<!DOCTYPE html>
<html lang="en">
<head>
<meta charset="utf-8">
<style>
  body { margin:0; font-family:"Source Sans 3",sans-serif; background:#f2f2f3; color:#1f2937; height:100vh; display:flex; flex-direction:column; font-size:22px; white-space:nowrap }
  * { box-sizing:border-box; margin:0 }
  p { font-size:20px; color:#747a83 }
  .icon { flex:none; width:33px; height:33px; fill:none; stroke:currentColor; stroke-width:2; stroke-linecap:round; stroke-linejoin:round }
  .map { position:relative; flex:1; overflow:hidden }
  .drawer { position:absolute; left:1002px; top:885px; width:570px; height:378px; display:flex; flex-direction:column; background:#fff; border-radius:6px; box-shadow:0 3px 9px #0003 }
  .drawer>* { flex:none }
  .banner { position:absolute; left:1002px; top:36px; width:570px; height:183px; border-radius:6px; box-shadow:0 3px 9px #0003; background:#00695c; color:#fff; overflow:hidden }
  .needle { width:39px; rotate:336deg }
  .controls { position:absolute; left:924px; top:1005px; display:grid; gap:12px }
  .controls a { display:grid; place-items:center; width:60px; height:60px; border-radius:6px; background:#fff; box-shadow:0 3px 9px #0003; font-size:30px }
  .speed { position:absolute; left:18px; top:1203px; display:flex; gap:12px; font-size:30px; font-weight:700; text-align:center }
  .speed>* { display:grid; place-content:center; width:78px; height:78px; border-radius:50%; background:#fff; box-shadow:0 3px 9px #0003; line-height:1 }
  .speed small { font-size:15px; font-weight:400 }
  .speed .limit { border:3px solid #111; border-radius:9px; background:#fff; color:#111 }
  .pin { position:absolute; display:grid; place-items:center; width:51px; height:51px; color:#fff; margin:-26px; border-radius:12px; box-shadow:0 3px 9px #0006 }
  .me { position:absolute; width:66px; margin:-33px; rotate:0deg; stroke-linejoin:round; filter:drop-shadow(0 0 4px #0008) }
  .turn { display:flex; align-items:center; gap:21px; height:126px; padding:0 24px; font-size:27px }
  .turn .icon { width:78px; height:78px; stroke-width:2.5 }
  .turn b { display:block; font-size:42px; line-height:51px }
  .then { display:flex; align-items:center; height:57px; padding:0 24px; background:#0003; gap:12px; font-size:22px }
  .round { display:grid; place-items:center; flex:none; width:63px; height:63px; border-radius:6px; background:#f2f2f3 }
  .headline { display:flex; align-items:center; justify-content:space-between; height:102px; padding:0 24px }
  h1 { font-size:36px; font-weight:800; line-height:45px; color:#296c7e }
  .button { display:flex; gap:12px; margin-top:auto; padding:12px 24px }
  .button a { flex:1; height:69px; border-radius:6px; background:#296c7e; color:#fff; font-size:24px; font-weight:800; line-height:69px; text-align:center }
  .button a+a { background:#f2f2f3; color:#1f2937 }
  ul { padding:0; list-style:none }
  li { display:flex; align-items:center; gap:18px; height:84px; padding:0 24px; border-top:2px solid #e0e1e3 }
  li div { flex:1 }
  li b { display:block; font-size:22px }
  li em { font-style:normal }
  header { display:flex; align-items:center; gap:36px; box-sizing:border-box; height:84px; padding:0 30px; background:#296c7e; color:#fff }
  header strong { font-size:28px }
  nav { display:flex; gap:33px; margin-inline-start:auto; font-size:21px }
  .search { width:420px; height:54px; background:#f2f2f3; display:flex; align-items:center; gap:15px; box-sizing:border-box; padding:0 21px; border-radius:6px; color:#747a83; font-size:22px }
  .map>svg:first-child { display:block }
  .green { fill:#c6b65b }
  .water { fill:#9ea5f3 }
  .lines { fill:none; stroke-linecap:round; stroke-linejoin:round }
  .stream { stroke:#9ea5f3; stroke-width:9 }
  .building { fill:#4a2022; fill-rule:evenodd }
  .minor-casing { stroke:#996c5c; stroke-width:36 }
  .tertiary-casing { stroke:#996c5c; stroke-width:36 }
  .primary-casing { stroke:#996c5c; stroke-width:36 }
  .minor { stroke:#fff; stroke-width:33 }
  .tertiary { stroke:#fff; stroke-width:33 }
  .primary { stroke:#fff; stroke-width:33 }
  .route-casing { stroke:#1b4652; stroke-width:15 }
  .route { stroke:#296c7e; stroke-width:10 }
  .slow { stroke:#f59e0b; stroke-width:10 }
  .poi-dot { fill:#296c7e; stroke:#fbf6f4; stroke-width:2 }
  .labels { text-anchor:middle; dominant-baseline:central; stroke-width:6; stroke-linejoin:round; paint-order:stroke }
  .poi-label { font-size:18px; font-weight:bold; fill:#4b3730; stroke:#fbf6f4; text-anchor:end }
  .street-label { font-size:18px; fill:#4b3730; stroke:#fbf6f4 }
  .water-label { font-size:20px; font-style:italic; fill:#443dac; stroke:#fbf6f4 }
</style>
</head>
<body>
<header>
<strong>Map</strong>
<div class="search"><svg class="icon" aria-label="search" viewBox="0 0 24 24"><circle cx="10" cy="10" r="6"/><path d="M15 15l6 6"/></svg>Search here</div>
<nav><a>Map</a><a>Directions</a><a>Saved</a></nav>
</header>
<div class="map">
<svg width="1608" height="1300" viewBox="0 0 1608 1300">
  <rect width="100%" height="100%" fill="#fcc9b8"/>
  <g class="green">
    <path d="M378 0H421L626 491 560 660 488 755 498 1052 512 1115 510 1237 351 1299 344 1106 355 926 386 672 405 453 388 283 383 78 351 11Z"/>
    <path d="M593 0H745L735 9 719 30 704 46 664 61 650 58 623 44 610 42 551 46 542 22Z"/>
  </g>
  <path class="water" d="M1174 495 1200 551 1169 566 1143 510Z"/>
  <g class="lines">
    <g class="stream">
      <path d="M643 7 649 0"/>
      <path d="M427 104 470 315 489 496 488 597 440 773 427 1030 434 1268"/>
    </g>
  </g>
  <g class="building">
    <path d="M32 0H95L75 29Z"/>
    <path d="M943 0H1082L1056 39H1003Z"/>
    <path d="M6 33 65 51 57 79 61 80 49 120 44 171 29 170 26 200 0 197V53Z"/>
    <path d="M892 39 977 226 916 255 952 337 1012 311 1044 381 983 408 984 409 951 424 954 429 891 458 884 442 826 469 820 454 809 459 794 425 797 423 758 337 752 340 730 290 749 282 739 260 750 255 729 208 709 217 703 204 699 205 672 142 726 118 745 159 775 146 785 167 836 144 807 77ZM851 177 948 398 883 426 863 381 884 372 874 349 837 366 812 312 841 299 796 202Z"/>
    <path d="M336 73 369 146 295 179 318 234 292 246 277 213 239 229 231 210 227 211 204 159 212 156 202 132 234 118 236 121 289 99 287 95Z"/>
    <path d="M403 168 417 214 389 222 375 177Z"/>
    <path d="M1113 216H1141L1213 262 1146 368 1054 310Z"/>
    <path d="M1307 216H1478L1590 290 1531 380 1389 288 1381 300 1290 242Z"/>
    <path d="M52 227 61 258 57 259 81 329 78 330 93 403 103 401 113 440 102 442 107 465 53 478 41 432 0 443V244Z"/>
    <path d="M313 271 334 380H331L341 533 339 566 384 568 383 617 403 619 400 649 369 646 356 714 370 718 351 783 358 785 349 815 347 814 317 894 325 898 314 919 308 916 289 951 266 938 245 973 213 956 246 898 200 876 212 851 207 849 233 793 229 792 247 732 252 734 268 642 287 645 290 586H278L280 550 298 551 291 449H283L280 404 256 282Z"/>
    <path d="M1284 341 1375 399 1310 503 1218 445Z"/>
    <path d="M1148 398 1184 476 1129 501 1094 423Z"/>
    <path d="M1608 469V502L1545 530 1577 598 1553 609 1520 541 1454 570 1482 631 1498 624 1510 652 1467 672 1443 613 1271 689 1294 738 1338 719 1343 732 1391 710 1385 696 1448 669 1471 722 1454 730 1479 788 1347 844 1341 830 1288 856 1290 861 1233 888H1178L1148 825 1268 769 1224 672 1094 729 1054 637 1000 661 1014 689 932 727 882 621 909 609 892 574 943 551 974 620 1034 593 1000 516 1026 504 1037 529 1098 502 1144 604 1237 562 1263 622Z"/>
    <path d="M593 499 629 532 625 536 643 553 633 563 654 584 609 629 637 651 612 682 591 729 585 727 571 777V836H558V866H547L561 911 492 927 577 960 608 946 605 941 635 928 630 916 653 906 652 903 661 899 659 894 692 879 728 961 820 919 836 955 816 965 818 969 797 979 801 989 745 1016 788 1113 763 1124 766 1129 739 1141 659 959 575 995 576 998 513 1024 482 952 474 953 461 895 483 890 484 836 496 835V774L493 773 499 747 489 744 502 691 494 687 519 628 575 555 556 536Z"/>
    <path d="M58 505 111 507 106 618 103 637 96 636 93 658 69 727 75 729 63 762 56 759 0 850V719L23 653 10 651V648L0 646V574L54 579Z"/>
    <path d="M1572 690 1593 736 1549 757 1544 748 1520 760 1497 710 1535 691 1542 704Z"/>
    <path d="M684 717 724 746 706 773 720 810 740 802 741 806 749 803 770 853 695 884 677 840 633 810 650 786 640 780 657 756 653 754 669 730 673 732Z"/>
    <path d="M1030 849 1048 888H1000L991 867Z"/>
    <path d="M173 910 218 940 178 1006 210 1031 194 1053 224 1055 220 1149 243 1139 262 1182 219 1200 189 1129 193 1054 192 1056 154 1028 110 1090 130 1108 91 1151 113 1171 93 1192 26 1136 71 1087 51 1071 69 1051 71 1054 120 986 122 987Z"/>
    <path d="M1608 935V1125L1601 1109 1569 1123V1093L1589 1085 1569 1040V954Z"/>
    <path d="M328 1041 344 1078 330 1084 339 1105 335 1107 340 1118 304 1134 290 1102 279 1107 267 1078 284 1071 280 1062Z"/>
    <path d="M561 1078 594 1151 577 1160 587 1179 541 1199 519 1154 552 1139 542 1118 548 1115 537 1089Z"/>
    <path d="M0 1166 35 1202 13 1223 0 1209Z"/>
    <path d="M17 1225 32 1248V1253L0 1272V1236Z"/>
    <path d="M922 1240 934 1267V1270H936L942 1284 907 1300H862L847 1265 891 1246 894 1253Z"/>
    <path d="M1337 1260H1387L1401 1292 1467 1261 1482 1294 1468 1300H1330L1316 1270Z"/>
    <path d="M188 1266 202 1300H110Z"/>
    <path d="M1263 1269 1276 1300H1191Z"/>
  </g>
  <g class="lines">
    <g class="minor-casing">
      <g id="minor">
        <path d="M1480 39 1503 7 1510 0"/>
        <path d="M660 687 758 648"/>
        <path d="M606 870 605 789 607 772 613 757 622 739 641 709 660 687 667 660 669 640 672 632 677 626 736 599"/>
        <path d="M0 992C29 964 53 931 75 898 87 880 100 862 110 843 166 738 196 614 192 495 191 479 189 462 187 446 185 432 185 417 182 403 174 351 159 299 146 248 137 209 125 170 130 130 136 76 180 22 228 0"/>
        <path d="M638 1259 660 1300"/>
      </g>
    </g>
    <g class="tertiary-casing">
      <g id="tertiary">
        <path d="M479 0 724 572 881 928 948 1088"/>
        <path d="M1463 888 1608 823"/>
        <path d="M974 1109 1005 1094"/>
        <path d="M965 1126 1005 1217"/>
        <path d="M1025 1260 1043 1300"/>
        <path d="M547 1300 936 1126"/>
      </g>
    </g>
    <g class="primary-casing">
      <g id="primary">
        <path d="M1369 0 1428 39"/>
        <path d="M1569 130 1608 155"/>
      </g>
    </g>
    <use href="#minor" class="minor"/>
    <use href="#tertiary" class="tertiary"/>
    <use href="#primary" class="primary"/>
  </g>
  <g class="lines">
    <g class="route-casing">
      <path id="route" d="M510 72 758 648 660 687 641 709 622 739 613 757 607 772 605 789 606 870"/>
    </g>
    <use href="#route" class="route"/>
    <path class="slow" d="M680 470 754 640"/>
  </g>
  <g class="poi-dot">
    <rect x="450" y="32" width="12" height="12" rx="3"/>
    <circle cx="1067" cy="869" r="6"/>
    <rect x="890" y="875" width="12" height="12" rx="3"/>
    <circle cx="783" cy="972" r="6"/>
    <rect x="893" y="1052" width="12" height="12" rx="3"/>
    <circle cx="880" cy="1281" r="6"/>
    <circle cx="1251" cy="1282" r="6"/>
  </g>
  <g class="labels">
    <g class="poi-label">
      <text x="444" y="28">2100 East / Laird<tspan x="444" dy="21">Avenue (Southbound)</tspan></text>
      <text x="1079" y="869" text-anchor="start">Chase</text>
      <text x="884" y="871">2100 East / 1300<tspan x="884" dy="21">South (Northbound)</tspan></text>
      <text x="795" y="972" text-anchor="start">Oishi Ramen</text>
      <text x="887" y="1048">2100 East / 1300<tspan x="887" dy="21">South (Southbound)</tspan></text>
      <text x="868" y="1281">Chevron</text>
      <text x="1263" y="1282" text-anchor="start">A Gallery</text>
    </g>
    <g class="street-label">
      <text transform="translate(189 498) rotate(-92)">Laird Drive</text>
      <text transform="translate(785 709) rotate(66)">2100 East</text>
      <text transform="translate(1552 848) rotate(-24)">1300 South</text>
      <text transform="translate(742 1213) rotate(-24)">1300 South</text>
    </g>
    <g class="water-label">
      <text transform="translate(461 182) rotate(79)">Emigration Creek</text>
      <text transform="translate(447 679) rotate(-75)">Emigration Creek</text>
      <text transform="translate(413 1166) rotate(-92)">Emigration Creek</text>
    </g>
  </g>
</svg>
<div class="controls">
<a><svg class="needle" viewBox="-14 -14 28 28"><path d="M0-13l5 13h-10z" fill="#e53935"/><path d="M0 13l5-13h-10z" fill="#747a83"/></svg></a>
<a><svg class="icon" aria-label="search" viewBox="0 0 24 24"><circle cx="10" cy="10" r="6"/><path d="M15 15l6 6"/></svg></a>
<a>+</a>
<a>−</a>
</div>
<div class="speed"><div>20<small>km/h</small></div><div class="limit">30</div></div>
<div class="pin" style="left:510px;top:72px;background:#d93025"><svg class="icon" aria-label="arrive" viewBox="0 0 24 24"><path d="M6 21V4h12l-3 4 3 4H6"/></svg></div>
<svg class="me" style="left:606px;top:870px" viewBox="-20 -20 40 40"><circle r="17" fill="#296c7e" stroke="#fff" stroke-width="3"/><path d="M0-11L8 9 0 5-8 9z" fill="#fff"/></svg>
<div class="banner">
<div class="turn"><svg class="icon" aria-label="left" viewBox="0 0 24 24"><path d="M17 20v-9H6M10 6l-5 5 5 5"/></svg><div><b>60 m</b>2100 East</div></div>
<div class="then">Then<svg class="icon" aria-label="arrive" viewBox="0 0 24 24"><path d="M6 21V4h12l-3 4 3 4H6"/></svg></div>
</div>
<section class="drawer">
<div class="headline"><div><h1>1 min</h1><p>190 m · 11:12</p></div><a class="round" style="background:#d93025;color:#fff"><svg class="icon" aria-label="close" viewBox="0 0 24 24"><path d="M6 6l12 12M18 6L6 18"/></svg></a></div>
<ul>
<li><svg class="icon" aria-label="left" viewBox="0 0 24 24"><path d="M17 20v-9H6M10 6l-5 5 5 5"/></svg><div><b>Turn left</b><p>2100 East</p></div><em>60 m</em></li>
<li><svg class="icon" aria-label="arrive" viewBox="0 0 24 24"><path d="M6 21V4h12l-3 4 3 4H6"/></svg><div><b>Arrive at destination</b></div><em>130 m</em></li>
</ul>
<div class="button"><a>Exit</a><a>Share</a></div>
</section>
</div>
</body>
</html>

++++++++

- Exercise goal -
What is the number of lines above that hold the string "linecap"? Answer with that number alone.

- Output for this exercise -
2